Hint: We need to find the point on the screen when two lights with different wavelengths coincide at a point on the screen after interference. We can equate the distances from the origin of the screen to both colours to find the required fringe order.

Complete answer:
Let us consider the interference of two white light beams in the Young’s double slit experiment. We know that after interference of two beams from a white light source interfere and produce spectrum on the screen.

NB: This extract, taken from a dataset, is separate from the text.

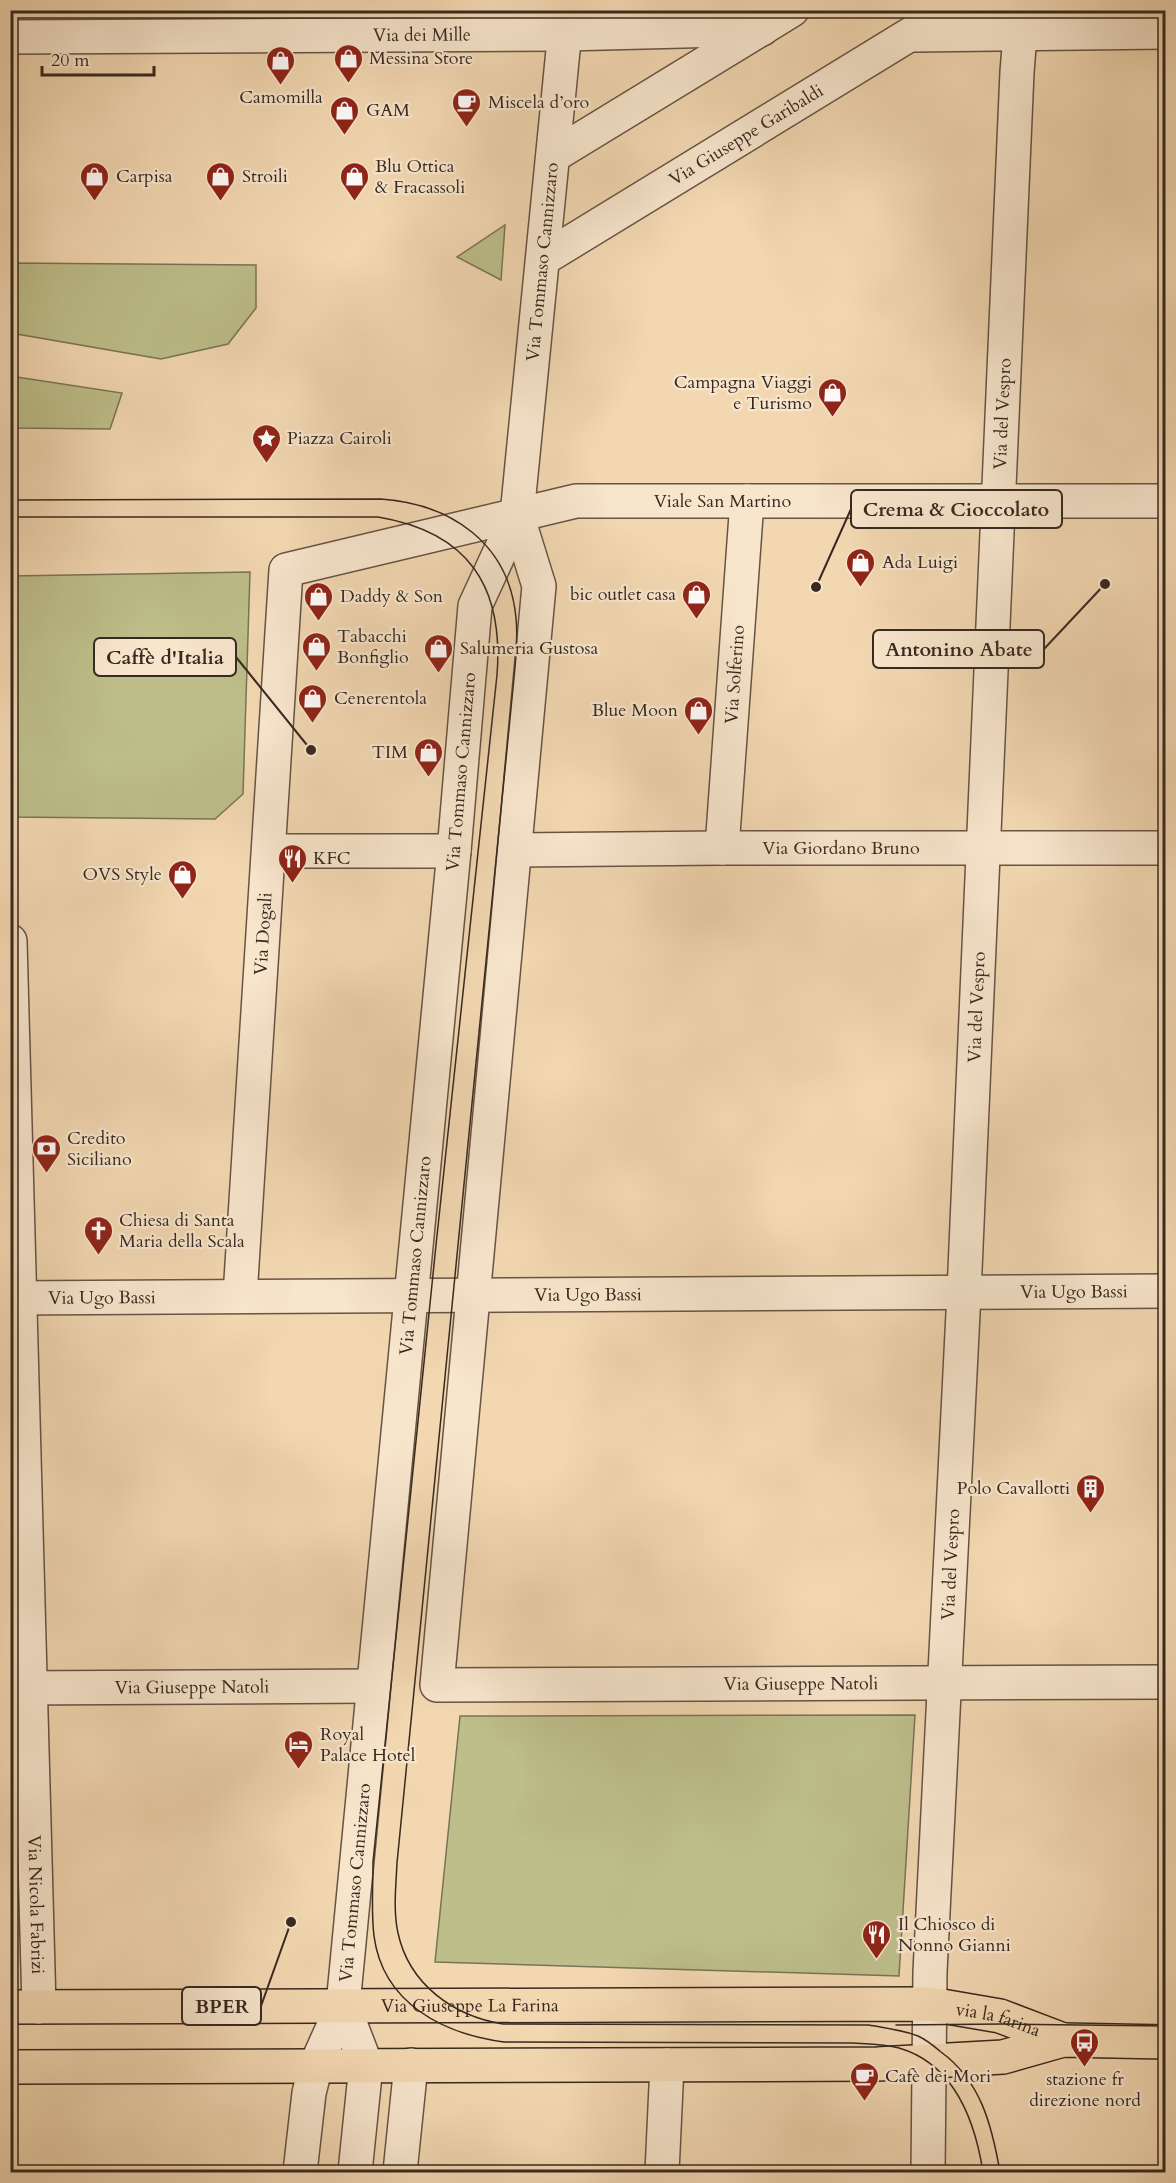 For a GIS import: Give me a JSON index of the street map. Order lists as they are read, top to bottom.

We can assume a point on the screen at a distance D from the slits of slit width ‘d’ to be the point where the blue and red colour bands coincide for the first time. Let the fringe order for blue be ‘m’ and the fringe order for red be ‘n’ at the point.
But it is given that the point we require has to be the one where the \[{{(n+1)}^{th}}\] band of blue light and \[{{n}^{th}}\] band of red light coincide. Let this be the point P.

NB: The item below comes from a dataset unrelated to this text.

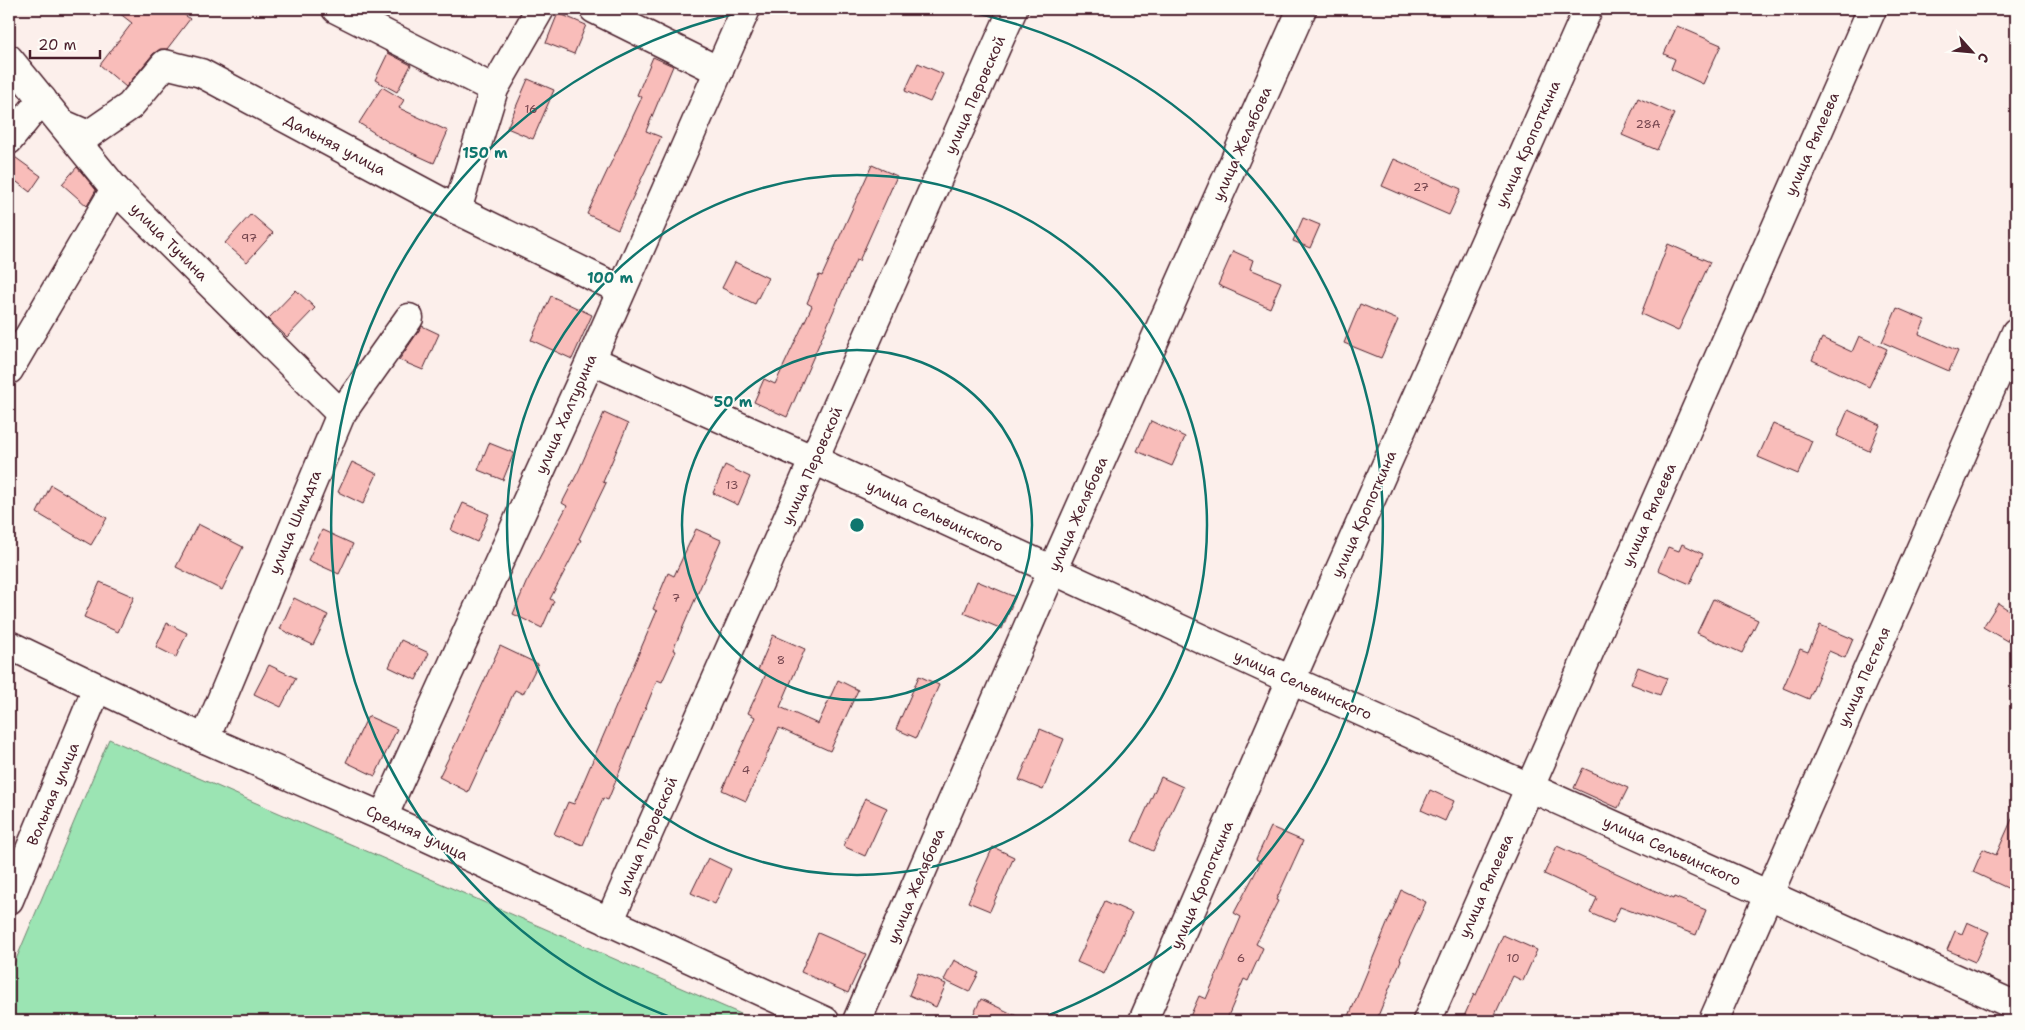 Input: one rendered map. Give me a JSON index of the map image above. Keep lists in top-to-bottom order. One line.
{"streets":{"street":["улица Перовской","улица Желябова","улица Кропоткина","улица Рылеева","Дальняя улица","улица Тучина","улица Халтурина","улица Сельвинского","улица Шмидта","улица Пестеля","Вольная улица","Средняя улица"]},"crossings":[["улица Перовской","улица Сельвинского"],["улица Перовской","Средняя улица"],["улица Желябова","улица Сельвинского"],["улица Кропоткина","улица Сельвинского"],["улица Рылеева","улица Сельвинского"],["Дальняя улица","улица Тучина"],["Дальняя улица","улица Халтурина"],["улица Тучина","улица Шмидта"],["улица Халтурина","улица Сельвинского"],["улица Халтурина","Средняя улица"],["улица Сельвинского","улица Пестеля"],["улица Шмидта","Средняя улица"],["Вольная улица","Средняя улица"]],"house_numbers":["16","28А","27","97","13","7","8","4","6","10"],"scale_bar":"20 m","north":"bottom right","rings":["150 m","100 m","50 m"]}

Now, we know the formula to calculate the distance OP in terms of the wavelengths of both blue and red light as –
\[\begin{align}
  & O{{P}_{blue}}=\dfrac{(n+1){{\lambda }_{blue}}D}{d} \\
 & \text{and,} \\
 & O{{P}_{red}}=\dfrac{n{{\lambda }_{red}}D}{d} \\
\end{align}\]
But both the distances are same and we can equate them as –
\[\begin{align}
  & \Rightarrow \text{ }\dfrac{(n+1){{\lambda }_{blue}}D}{d}=\dfrac{n{{\lambda }_{red}}D}{d} \\
 & \Rightarrow \text{ }(n+1){{\lambda }_{blue}}=n{{\lambda }_{red}} \\
\end{align}\]
Given that,
\[\begin{align}
  & {{\lambda }_{red}}=7.5\times {{10}^{-5}}cm \\
 & {{\lambda }_{blue}}=5.0\times {{10}^{-5}}cm \\
\end{align}\]
Substituting these in the above relation gives –
\[\begin{align}
  & \text{ }(n+1){{\lambda }_{blue}}=n{{\lambda }_{red}} \\
 & \Rightarrow \text{ }\dfrac{(n+1)}{n}=\dfrac{{{\lambda }_{red}}}{{{\lambda }_{blue}}} \\
 & \Rightarrow \text{ }\dfrac{1}{n}=\dfrac{{{\lambda }_{red}}}{{{\lambda }_{blue}}}-1 \\
 & \Rightarrow \text{ }n=\dfrac{{{\lambda }_{blue}}}{{{\lambda }_{red}}-{{\lambda }_{blue}}} \\
 & \Rightarrow \text{ }n=\dfrac{5.0\times {{10}^{-7}}}{7.5\times {{10}^{-7}}-5.0\times {{10}^{-7}}} \\
 & \therefore \text{ }n=2 \\
\end{align}\]
From the above calculations, we find that the fringe order of red band is 2 and that of blue is 3.
The required solution is \[n=2\]

So, the correct answer is “Option C”.

Note:
The spectrum formed by the interference pattern can be theoretically determined using the similar method we have used here. The dependence of the wavelength on the pattern of the spectrum in the interference is relevant from these observations.